WORK TASK – Everything in the listing below should be repeated verbatim, apart from the pictures.

AVAILABLE DATA –
•••
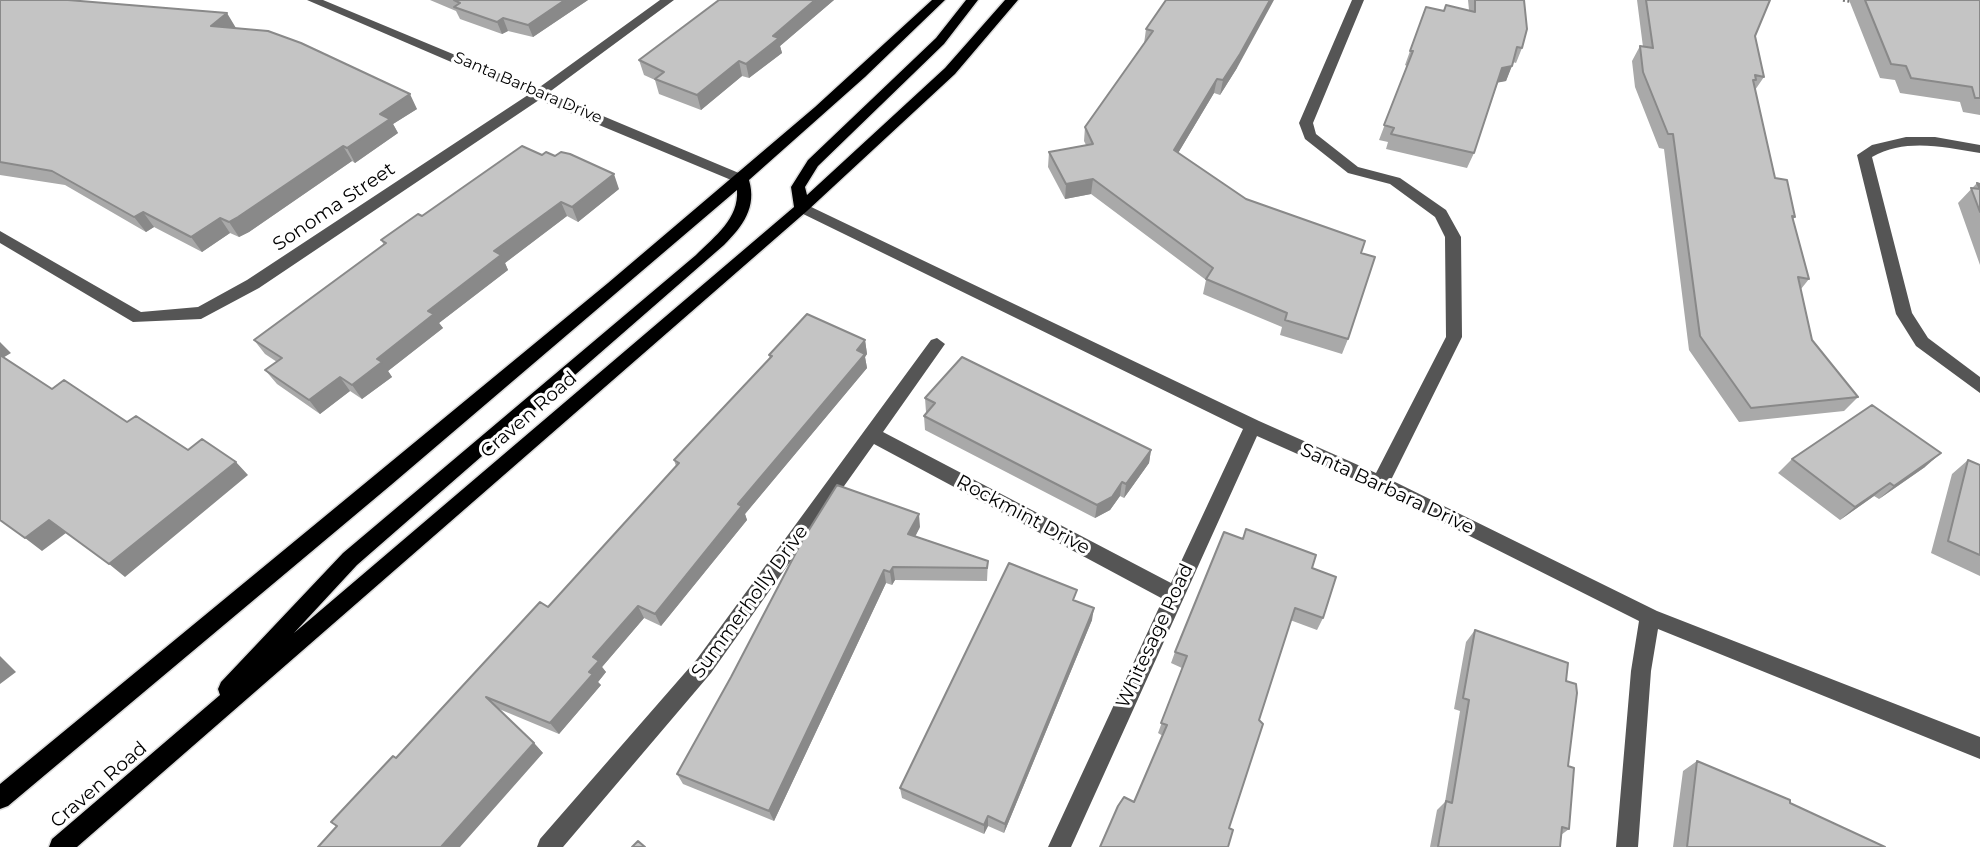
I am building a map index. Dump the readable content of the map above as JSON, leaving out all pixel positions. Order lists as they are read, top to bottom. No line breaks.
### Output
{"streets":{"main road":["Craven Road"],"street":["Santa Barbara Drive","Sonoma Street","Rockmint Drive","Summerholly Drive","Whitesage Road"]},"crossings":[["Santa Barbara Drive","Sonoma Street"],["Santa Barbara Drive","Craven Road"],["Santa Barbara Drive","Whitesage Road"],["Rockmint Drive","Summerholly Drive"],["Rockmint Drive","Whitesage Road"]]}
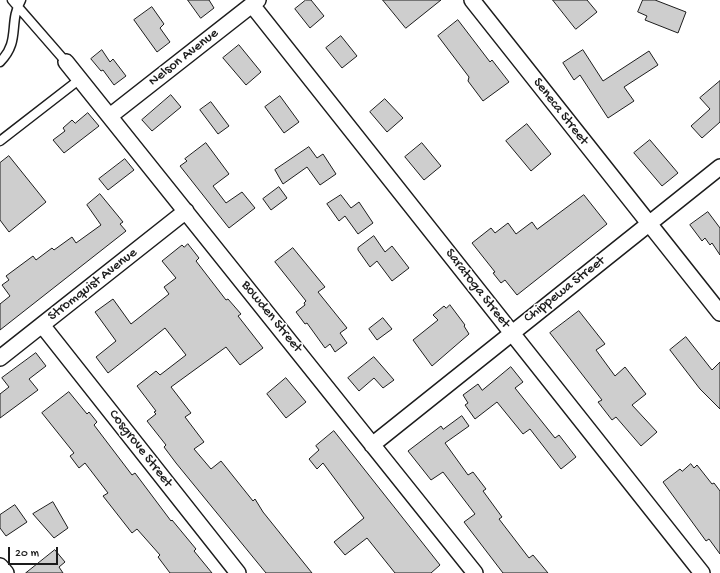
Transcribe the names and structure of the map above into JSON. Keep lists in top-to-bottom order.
•••
ANSWER TO THIS EXERCISE –
I am building a map index. Dump the readable content of the map above as JSON, leaving out all pixel positions. Order lists as they are read, top to bottom. No line breaks.
### Output
{"streets":{"main road":["Craven Road"],"street":["Santa Barbara Drive","Sonoma Street","Rockmint Drive","Summerholly Drive","Whitesage Road"]},"crossings":[["Santa Barbara Drive","Sonoma Street"],["Santa Barbara Drive","Craven Road"],["Santa Barbara Drive","Whitesage Road"],["Rockmint Drive","Summerholly Drive"],["Rockmint Drive","Whitesage Road"]]}
Transcribe the names and structure of the map above into JSON. Keep lists in top-to-bottom order.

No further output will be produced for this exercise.